The love columnist, now also an unimpressive podcaster, is her usual a-million-things-on-one-body fashionista. In her first appearance, it was busy from the knee up (we had to belief it was still pandemic season?). Her wavy, multi-tone, breast-length hair cascaded from a close-fit cap unto a floral Dries van Noten jacket, cut diagonally by the straps of not one, but two shoulder bags(!): one in black and the other a gold chain. The one with the black—a green bag that was deliberately hung lower—laid on the thigh of her vintage Claude Montana jumpsuit with flowy side panels. We know Carrie is no minimalist. Her tastes border on fashion victimhood. But, was she telling us she could not wait to be all togged up again, now possibly shopping at vintage stores such as Procell? Or, that her obsessions came along with her, right into a new era? Au courant and current must be there!

And her fervid fixations did not stop at clothes and bags, and oversized fabric flowers. As we know, Carrie Bradshaw has a thing for shoes. In one scene, we were reminded of how much she would not let go when she walked into a walk-in wardrobe and came face to face with a cabinet of high heels, and gleefully said, “hello, lovers”. As quickly as our eyes could see, there were no flats, not even a pair of sneakers. In the end, the “iconic” blue Manolo Blahnik ‘Hangisi’ stiletto pumps with the crystal buckle made their obligatory appearance. A throw-back to the scene of the final season of SATC when the wardrobe was empty? Or, the wedding in the film version of the TV series? How much more do we need to be reminded that Carrie is practically wedded to Manolo heels?

To be sure, we watched only the first half of the first episode. So unendurable it was that we did not care to finish, forget moving to the next. In fact, when it was announced right at the beginning, less than a minute into the show, that Samantha Jones had moved to London, after a bad joke about her possibly dead (Charlotte said “she’s no longer with us”), we did not want to go on watching a show we know will still be based on the whiny Carrie Bradshaw (new characters were introduced—expectedly, women of colour, and more decked-up than SATC’s one major black character Louise from St. Louis, played by Jennifer Hudson). Without the PR maverick, there was no one to temper Carrie’s unreasonableness, ultra-sensitivity and pseudo-prudishness. Broaching the subject of sex is not the same without Sam J. In fact, what more about sex have the women not covered that in the first episode of AJLT, they had to bring it up, humourlessly? Oh, Carrie Bradshaw had never seen a man masturbate. So she made Mr Big do it so that she could watch. And we too. No, thank you.

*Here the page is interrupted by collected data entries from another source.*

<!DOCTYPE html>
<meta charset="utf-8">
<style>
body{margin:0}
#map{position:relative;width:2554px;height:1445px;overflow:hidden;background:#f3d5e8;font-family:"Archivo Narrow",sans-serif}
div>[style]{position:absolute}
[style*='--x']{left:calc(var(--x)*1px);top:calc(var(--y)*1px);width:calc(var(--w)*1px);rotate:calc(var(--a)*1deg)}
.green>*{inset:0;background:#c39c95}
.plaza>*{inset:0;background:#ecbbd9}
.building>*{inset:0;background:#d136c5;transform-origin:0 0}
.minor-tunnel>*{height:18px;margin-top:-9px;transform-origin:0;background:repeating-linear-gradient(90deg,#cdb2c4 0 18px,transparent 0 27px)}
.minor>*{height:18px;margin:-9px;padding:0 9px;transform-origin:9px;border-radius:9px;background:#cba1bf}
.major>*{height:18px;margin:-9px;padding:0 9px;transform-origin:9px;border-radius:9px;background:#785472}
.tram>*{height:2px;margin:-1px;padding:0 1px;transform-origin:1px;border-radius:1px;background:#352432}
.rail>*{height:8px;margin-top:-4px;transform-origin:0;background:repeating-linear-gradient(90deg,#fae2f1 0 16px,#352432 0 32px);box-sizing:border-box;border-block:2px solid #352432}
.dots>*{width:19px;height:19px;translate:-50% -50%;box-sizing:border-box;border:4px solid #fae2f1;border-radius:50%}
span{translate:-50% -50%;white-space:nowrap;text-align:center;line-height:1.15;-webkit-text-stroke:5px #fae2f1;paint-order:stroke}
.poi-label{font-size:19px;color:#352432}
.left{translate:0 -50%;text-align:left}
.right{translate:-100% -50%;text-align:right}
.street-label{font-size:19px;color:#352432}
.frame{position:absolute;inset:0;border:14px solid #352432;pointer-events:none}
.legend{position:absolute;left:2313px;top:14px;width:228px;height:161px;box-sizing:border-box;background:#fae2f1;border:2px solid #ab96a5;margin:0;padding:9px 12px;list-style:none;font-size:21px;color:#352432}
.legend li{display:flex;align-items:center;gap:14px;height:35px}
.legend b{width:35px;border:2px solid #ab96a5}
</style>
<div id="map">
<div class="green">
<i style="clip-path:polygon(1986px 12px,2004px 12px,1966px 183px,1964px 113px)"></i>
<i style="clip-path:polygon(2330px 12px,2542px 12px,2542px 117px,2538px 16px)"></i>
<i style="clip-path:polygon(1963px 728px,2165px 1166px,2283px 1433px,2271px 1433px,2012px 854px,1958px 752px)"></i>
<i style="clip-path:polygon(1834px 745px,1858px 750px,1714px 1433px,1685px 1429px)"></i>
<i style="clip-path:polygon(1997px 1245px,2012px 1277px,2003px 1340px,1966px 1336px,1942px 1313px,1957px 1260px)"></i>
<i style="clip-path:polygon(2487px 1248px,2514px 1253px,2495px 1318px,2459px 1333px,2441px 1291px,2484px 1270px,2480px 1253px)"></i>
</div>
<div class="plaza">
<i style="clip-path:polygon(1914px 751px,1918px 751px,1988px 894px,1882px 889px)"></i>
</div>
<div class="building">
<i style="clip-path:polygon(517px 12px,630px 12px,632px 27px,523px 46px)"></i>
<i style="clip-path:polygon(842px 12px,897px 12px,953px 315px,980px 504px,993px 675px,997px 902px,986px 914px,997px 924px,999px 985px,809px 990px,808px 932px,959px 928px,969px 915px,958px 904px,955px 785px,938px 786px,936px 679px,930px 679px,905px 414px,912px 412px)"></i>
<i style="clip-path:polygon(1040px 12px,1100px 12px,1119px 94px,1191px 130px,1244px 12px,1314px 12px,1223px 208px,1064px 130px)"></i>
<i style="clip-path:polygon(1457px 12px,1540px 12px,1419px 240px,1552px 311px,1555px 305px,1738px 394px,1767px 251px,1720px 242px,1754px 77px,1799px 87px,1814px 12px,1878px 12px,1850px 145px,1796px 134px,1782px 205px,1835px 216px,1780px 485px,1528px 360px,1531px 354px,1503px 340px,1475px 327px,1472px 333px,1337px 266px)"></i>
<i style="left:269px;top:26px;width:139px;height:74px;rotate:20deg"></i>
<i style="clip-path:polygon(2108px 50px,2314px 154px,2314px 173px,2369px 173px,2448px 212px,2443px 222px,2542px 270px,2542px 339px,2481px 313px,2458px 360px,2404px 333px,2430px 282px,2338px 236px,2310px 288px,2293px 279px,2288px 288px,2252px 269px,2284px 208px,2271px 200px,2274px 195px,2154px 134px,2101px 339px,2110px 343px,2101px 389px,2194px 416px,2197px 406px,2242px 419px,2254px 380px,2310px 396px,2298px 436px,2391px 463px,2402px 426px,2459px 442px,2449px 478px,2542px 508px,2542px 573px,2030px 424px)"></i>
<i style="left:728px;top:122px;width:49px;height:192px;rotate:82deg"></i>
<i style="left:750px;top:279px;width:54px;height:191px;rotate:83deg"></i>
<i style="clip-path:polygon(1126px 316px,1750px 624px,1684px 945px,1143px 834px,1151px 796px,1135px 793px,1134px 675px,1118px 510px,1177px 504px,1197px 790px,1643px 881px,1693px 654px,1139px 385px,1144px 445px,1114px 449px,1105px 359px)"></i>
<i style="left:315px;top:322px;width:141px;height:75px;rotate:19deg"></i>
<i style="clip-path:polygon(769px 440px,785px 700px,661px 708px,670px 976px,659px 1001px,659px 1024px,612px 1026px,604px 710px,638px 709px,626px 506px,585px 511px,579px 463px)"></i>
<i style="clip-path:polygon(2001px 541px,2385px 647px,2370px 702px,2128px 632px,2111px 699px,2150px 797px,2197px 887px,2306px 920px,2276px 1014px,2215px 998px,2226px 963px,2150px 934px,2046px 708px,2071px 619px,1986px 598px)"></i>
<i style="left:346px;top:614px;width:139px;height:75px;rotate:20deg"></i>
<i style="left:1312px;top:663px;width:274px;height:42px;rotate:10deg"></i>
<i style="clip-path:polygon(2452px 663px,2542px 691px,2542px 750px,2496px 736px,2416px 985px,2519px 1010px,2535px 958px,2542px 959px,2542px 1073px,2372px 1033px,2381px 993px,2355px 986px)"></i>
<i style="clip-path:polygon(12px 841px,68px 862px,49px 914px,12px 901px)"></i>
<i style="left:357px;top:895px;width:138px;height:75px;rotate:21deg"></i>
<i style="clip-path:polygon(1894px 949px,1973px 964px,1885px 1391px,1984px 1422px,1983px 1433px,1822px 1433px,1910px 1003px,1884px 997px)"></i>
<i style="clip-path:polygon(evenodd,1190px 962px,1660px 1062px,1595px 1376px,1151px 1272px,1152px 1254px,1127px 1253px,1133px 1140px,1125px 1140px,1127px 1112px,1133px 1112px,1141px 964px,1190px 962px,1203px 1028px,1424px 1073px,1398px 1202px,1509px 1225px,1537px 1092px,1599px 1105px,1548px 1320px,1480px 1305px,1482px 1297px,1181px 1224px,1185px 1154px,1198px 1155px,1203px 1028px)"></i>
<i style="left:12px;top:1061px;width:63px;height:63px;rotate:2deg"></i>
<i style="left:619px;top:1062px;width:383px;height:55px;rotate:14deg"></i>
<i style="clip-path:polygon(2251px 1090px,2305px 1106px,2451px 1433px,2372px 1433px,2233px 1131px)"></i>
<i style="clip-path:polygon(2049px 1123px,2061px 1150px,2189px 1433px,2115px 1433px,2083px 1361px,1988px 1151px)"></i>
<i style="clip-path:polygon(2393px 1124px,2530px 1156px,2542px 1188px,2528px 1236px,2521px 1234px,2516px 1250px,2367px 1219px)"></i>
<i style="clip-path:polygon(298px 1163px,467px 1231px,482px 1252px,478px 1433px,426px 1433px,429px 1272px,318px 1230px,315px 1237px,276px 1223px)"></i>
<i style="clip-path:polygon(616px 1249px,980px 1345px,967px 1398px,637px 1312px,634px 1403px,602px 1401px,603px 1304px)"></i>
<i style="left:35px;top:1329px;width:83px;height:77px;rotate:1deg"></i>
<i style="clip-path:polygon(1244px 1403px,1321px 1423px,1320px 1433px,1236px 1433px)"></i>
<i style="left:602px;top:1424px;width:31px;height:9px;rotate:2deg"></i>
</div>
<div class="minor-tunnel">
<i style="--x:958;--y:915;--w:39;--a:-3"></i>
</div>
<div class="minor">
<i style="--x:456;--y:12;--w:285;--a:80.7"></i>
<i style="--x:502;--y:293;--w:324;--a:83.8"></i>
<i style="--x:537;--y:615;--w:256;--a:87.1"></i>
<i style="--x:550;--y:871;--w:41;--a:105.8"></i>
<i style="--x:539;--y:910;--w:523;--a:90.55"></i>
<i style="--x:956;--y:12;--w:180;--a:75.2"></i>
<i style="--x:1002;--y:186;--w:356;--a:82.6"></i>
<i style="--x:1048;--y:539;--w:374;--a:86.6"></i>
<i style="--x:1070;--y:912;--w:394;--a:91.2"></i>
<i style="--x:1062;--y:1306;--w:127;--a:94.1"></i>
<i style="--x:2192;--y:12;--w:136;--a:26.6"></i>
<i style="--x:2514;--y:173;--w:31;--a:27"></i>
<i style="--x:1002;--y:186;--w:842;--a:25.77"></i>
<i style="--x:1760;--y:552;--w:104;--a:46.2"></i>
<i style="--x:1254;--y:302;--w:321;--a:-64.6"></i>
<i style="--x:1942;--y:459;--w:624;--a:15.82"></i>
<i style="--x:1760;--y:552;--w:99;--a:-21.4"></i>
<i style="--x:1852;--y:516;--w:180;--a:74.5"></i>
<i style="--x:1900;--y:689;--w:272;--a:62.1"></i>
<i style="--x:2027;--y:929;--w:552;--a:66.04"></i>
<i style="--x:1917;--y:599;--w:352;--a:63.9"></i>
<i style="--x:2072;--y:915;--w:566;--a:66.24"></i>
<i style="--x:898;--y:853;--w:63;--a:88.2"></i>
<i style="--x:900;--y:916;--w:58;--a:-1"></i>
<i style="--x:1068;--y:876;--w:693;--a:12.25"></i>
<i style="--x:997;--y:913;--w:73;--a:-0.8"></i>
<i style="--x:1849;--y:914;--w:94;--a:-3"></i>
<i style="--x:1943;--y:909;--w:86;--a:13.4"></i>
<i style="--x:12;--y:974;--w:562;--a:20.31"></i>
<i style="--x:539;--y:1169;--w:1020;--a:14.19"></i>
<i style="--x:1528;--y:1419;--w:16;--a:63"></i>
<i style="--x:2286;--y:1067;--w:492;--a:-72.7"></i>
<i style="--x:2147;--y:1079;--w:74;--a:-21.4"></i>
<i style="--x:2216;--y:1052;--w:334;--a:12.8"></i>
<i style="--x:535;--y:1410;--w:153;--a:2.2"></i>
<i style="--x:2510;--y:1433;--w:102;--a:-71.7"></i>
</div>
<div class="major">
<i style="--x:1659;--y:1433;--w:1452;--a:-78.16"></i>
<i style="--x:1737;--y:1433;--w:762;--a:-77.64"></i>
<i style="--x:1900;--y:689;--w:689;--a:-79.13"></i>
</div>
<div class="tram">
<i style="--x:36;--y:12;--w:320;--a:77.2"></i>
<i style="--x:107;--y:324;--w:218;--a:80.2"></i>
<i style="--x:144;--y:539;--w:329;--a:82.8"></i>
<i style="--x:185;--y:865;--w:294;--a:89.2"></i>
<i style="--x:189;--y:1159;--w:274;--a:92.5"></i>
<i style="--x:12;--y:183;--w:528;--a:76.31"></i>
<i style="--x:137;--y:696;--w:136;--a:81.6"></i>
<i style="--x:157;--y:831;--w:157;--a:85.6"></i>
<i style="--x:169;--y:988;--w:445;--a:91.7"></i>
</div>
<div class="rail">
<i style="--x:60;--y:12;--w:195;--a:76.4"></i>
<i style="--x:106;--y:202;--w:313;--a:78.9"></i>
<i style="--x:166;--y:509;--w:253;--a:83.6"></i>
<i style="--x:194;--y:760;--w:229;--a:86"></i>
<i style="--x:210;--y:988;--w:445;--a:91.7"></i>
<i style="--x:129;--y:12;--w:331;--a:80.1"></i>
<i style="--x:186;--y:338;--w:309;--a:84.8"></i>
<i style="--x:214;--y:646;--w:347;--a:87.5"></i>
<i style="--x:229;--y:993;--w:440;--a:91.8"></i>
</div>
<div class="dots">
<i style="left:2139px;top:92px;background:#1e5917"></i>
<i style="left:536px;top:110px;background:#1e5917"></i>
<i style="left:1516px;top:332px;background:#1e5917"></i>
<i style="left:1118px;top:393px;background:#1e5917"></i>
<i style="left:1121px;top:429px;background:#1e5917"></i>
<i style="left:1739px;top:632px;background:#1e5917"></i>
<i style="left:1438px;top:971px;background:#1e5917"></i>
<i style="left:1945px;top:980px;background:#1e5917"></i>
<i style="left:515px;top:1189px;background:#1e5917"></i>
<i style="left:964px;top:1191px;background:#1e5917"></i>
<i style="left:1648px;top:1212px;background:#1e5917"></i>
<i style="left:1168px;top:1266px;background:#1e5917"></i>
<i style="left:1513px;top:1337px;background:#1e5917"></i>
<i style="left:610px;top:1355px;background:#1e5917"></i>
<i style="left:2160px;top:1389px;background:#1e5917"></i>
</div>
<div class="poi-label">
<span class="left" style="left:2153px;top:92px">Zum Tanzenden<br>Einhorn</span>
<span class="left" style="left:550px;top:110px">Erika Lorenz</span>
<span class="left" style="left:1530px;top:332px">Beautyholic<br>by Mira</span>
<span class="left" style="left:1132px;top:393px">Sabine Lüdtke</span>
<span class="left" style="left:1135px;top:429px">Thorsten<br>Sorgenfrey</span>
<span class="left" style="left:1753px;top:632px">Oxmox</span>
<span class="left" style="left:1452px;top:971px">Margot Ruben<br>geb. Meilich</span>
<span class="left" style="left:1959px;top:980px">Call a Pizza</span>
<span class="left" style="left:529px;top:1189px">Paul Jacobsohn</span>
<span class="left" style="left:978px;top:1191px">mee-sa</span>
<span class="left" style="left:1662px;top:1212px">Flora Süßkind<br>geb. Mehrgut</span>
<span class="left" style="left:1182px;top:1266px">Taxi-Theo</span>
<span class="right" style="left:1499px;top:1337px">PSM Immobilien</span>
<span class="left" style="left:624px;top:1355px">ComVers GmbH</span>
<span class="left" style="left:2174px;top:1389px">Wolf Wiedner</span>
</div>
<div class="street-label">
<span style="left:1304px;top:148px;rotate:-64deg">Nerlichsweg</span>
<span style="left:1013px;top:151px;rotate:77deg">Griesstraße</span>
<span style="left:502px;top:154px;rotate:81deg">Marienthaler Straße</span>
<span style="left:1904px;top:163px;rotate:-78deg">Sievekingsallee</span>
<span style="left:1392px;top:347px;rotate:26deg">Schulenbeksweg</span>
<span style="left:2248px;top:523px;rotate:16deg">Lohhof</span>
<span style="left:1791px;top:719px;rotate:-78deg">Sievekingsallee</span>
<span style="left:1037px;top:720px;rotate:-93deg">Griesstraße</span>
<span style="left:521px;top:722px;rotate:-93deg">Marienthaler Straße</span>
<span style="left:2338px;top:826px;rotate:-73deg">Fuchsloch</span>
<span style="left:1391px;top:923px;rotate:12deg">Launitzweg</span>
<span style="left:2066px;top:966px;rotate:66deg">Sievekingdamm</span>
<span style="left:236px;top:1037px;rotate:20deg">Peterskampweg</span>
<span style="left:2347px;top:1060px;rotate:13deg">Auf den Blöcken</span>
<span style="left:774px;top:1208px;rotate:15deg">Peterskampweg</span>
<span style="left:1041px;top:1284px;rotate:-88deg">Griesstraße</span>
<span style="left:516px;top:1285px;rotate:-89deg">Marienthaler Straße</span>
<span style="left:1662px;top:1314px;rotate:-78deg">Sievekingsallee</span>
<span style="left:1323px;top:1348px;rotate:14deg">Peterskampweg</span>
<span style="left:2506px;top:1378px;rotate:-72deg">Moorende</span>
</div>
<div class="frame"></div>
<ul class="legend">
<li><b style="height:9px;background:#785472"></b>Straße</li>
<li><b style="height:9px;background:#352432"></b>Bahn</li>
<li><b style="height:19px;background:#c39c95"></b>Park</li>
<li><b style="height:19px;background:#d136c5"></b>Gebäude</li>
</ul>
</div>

One of our readers in Bangkok wrote to us to ask if we have watched the show. She, an ex-SATC fan, who does not identify with any of the protagonists, said, “I forget how irritating Carrie is. I became depressed after that. And began to question myself if I, too, am guilty of not acting my age 😂. It took me three days to finish an episode.” For us, we did not even bother reaching to the end of the first. With expressions, such as “sexy sirens in their sixties” and “step up my pussy”, and scenes showing the women, still material, consciously coming into the world of no hand shakes and all manner of wokeness, it felt like the writers and producers tried too hard. Even Mr Big tried too hard (or should that be tried to get hard?)! What is truly regrettable is that And Just Like That is not funny. The jokes felt scripted, not the rapid repartees that so characterised the old show. The women’s lives were more mundane too; they attended a school piano recital! How Lion Moms! As we logged off, something came to our mind: Malboros and Metropolitans did not join the materialism and mania.